• _The problem_: Please report, as a bare number, how many lines below include the string "context".

*** Begin section ***

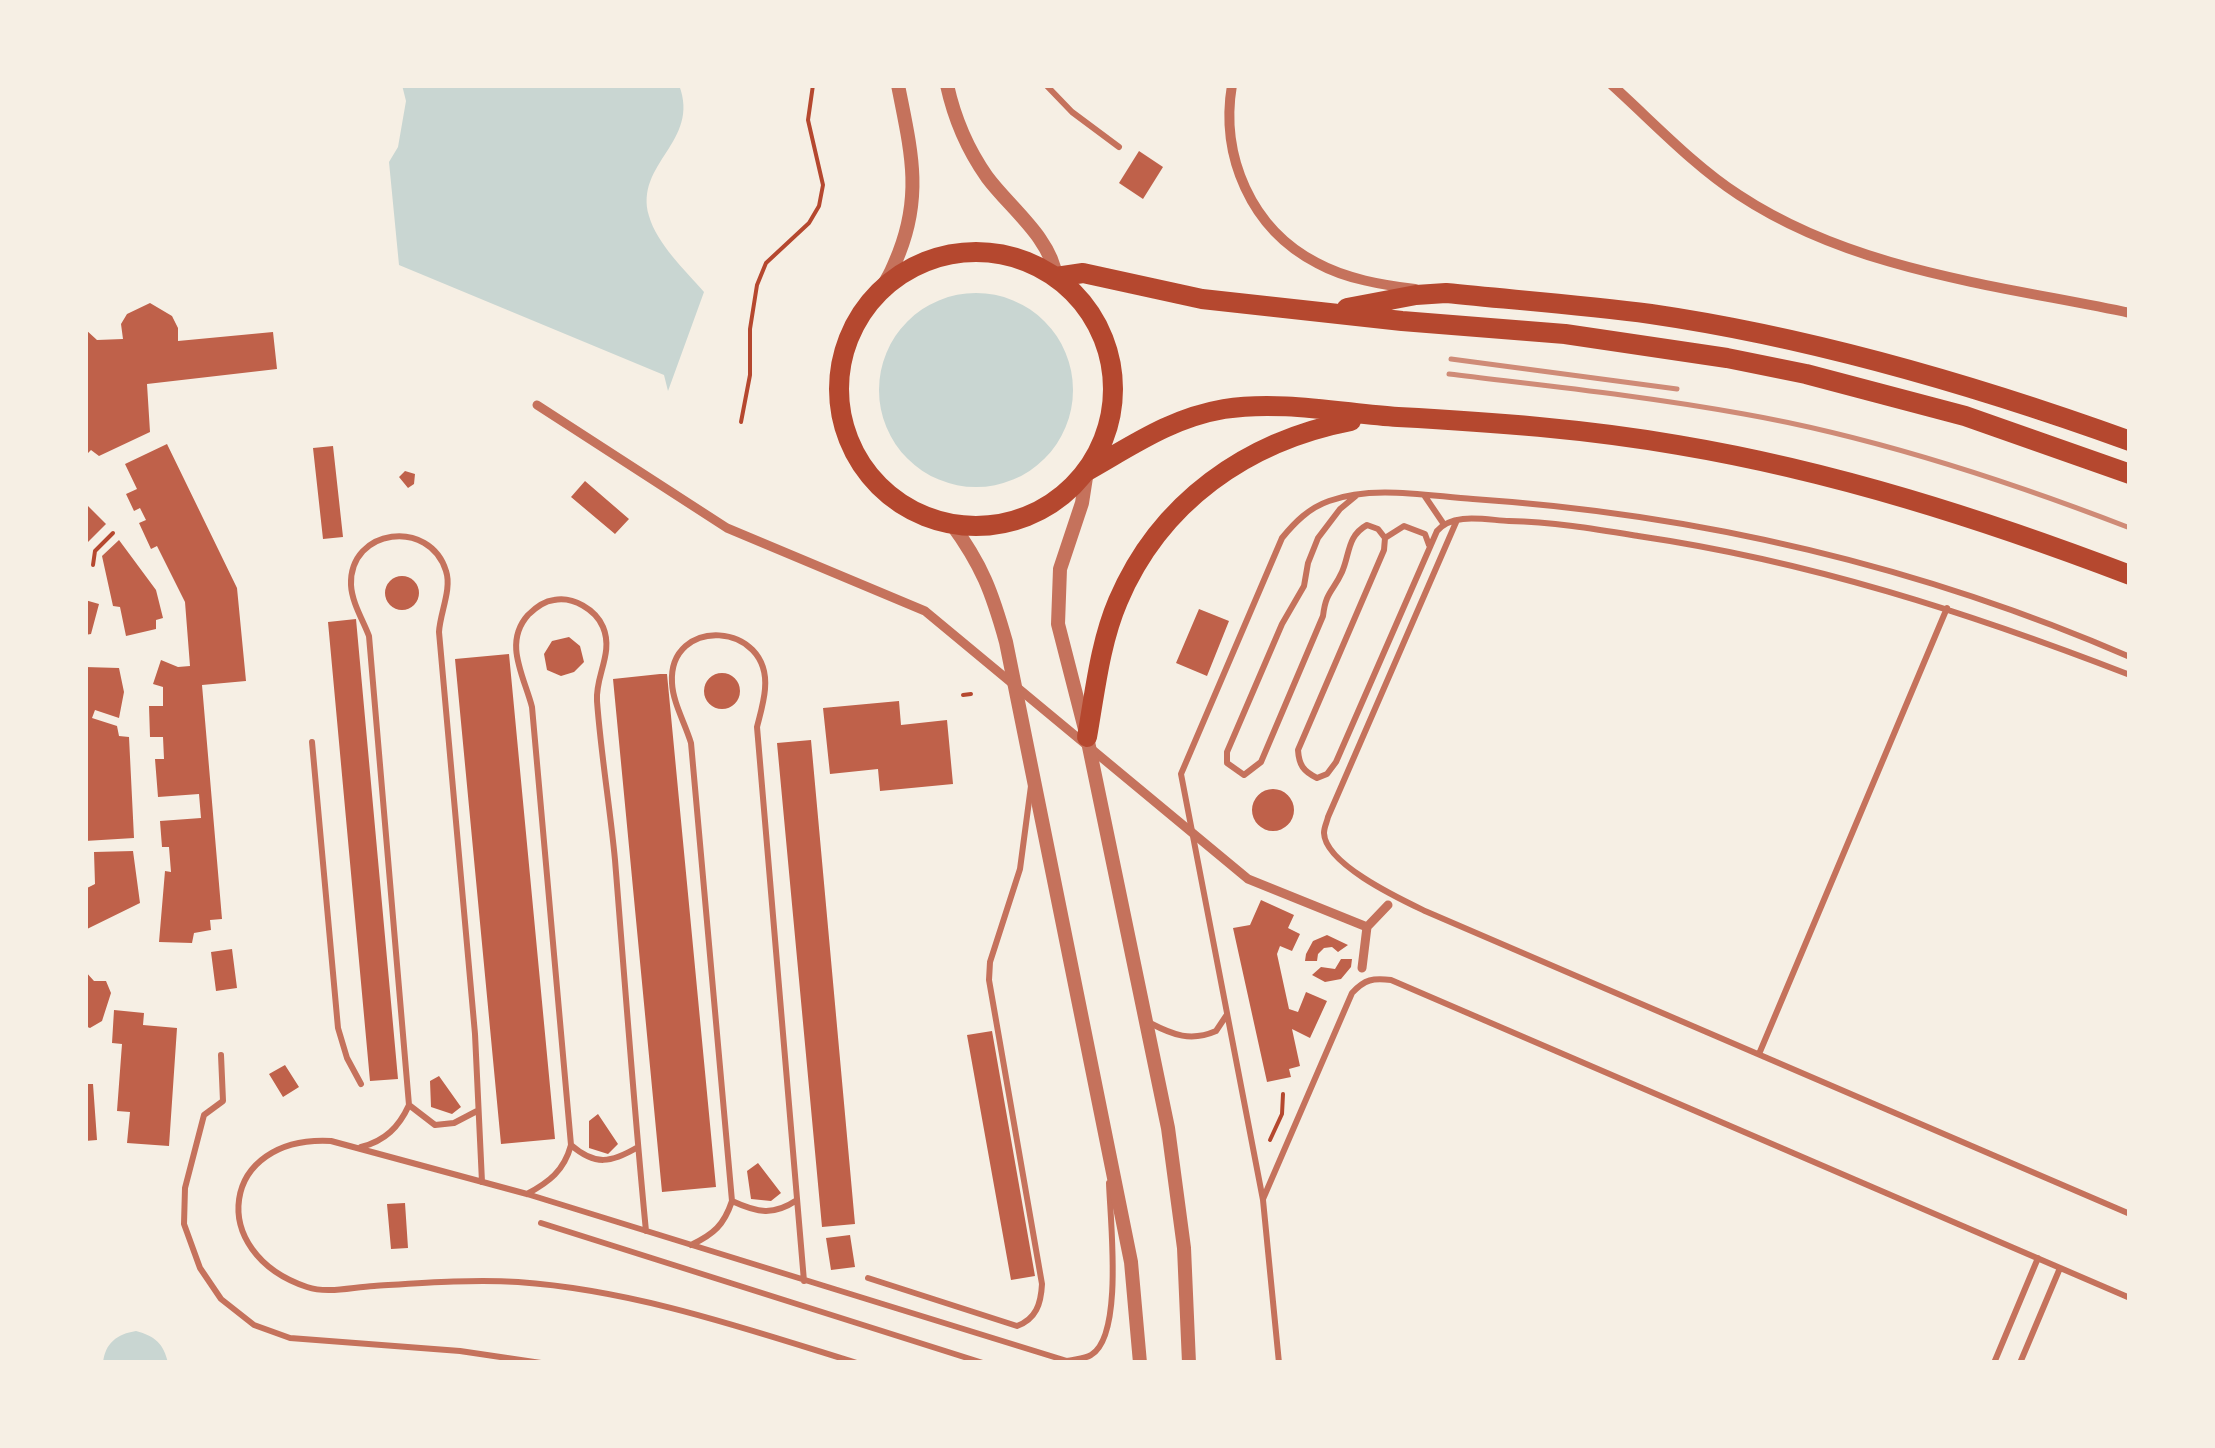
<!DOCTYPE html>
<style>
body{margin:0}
#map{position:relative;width:2215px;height:1448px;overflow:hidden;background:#f6efe4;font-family:Merriweather,serif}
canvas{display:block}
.frame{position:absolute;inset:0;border:88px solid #f6efe4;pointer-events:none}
</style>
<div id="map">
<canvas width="2215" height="1448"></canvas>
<div class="frame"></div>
</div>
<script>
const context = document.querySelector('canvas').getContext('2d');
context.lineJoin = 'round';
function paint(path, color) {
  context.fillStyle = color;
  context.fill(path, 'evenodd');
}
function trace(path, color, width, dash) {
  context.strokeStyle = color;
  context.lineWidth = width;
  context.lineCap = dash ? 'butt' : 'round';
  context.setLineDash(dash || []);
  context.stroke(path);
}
paint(new Path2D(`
 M 402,85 L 679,85 C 701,142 634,163 649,216 C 657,244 685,270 704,292 L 668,391 L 664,375 L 399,265 L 389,162 L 398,147 L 406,101 Z
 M879 390a97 97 0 1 1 194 0a97 97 0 1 1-194 0Z
 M 136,1331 C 155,1336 164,1344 168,1363 L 103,1363 C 105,1343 117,1334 136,1331 Z`), '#c9d6d2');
paint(new Path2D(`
 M 1139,151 L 1163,167 L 1143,199 L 1119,183 Z
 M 150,303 L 172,316 L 178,328 L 178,341 L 273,332 L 277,369 L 147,384 L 150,432 L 99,456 L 91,450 L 85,456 L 85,329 L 97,340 L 123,339 L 121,324 L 127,314 Z
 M 167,444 L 237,588 L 246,681 L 202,685 L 222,919 L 210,920 L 211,930 L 194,933 L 192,943 L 159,942 L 165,871 L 171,872 L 169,847 L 162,847 L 160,821 L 201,818 L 199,794 L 158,797 L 155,759 L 164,759 L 163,737 L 150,737 L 149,706 L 163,706 L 163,687 L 153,684 L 161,660 L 178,667 L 190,666 L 185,602 L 157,546 L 151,549 L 139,523 L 146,520 L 140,508 L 134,511 L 126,494 L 137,489 L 125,464 Z
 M 333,446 L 343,537 L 323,539 L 313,448 Z
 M 405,471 L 415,474 L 414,484 L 408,488 L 399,477 Z
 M 585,481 L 629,519 L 615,534 L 571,497 Z
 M 85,503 L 106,524 L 85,545 Z
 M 119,540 L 156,590 L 163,618 L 156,620 L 156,629 L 126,636 L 120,607 L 113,606 L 102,556 Z
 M385 593a17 17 0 1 1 34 0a17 17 0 1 1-34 0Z
 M 85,600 L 99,604 L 91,634 L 85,635 Z
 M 1199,609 L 1229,621 L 1207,676 L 1176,663 Z
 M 356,619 L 398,1079 L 370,1081 L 328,622 Z
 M 569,637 L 580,646 L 584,662 L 574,672 L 561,676 L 547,670 L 544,654 L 552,641 Z
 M 509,654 L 555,1139 L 501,1144 L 455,659 Z
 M 85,667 L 119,668 L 124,692 L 119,718 L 95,710 L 92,718 L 117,726 L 119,736 L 129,737 L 134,838 L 85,841 Z
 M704 691a18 18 0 1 1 36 0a18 18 0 1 1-36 0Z
 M 660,674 L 667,674 L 716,1187 L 662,1192 L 613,679 Z
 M 899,701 L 901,725 L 947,720 L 953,784 L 880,791 L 878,769 L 830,774 L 823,708 Z
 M 811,740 L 855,1224 L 822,1227 L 777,743 Z
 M1252 810a21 21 0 1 1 42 0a21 21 0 1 1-42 0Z
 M 133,851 L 140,903 L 85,930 L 85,889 L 95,884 L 94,852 Z
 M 1261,900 L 1294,915 L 1288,928 L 1300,934 L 1292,951 L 1280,946 L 1277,954 L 1289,1009 L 1298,1012 L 1306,992 L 1327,1001 L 1310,1038 L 1292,1029 L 1300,1066 L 1289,1069 L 1291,1077 L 1267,1082 L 1233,928 L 1250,925 Z
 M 1327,935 L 1348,945 L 1338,952 L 1332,947 L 1324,948 L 1318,954 L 1317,961 L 1305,961 L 1306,954 L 1313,941 Z
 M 232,949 L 237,988 L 216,991 L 211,952 Z
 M 1341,959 L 1352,959 L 1351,967 L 1341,979 L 1325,982 L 1312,975 L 1321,967 L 1335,969 Z
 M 85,971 L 94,981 L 106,981 L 111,993 L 102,1021 L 90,1028 L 85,1026 Z
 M 114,1010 L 144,1013 L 143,1025 L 177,1028 L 169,1146 L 127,1143 L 130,1112 L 117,1111 L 122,1044 L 112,1043 Z
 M 992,1031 L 1035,1276 L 1011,1280 L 967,1035 Z
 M 285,1065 L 299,1087 L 283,1097 L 269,1074 Z
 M 439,1076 L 461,1107 L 452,1114 L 431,1107 L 430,1081 Z
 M 85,1084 L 93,1084 L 97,1140 L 85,1141 Z
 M 598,1114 L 618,1144 L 608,1154 L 589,1148 L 589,1121 Z
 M 758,1163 L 781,1193 L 771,1201 L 751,1199 L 747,1171 Z
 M 405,1203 L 408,1248 L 391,1249 L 387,1204 Z
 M 850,1235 L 855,1267 L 831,1270 L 826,1238 Z`), '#bf614a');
trace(new Path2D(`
 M 741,422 L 750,375 L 750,329 L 757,285 L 766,263 L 809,223 L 819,206 L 823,185 L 808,120 L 813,85
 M 93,565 L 95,551 L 113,533
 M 963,695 L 971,694
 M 1270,1140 L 1282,1114 L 1283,1094`), '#b5482f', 4);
trace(new Path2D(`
 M 1046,85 L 1072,112 L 1119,147
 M 1357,495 L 1340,509 L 1318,538 L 1308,563 L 1304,586 L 1282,624 L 1227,752 L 1227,763 L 1244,775 L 1261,762 L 1323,616 C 1326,591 1333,592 1342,572 C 1350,554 1347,536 1367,525 L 1378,529 L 1385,538 L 1384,550 L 1298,750 C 1299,765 1303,771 1317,778 L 1327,774 L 1336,762 L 1437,531 C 1453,512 1486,520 1509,521 C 1553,522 1595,529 1638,536 C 1809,561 1970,613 2130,675
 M 1424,495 L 1443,523
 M 1457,520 L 1328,817 C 1327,822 1324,827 1324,833 C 1325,864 1400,899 1425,911 L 2130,1214
 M 1385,538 L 1404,526 L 1425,534 L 1429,545
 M 312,742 L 338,1028 L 347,1058 L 361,1084
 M 1150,1023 C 1173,1035 1191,1042 1216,1031 L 1226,1016
 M 1759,1054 L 1947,608
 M 221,1055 L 223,1101 L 204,1115 L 185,1188 L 184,1224 L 200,1268 L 221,1299 L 254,1325 L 290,1338 L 460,1351 L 541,1363
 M 409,1105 L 435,1125 L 454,1123 L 477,1111
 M 571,1145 C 595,1166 611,1163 638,1147
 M 361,1147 C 385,1141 399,1127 409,1105 L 369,636 C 363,620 352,603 351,585 C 349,528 430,518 446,571 C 452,589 440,613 439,632 L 475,1034 L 482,1182
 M 527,1194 C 549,1182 564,1171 571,1145 L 532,707 C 524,676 503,643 528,615 C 535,608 545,601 554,600 C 573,596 596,610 603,627 C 614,653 595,676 597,701 C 601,755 610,807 615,860 C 625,984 634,1108 646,1231
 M 1263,1199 L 1352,993 C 1365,979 1373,978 1391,980 L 2130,1298
 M 732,1201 C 758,1213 773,1216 797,1200
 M 541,1223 L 983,1363
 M 691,1245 C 714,1234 724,1225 732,1201 L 691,743 C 685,723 673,703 672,683 C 668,616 771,621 765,689 C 764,702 760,715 757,727 L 804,1281
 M 868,1278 L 1017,1326 C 1036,1319 1041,1304 1042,1284 L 989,980 L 990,962 L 1020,869 L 1031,786
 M 857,1363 C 747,1329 634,1290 518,1282 C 472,1279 421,1283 374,1286 C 352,1287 328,1294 307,1287 C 205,1253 220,1135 331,1141 L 527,1194 L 1067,1361 C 1074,1359 1085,1359 1091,1355 C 1124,1336 1110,1218 1109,1183
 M 1279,1363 L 1263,1200 L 1181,774 L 1282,538 C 1295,522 1309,508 1329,501 C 1373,485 1428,496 1473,499 C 1699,514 1923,567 2130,657
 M 1994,1363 L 2038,1258
 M 2020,1363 L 2060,1268`), '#c5725c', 6);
trace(new Path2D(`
 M 537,405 L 727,528 L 925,611 L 1248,879 L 1367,927
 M 1362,968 L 1367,927 L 1388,905`), '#c5725c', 9);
trace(new Path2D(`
 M 1232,85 C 1220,156 1251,229 1317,263 C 1346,279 1383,285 1415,289
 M 1612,85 C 1653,122 1693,165 1739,195 C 1854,271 1997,285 2130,313`), '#c5725c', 10);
trace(new Path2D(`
 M 947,85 C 954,117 968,150 987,177 C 1010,208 1051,238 1056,277
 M 876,294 C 887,283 893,268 899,253 C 923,192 910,147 898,85
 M 1087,471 L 1082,503 L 1060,569 L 1058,624 L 1087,737 L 1168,1128 L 1184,1248 L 1189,1363
 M 951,523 C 982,565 992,592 1006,642 L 1131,1262 L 1140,1363`), '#c5725c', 14);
trace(new Path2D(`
 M839 389a137 137 0 1 1 274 0a137 137 0 1 1-274 0Z
 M 1056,277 L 1083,273 L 1202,299 L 1402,321 L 1565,334 L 1727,358 L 1806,374 L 1965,416 L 2130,474
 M 1347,308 L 1416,295 L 1446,293 C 1514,300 1583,305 1651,314 C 1815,338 1975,385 2130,441
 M 1087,471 C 1133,445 1171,418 1224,409 C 1280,400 1342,413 1398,417 C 1492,422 1586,429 1678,445 C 1833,471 1983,519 2130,575
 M 1087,737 C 1095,692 1100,643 1118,601 C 1160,502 1247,441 1351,421`), '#b5482f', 20);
trace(new Path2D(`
 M 1451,359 L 1677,389
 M 1449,374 C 1548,386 1646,396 1744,414 C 1874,437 2006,480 2130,528`), '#cf8b77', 5);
</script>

*** End section ***

• _Answer area_: 9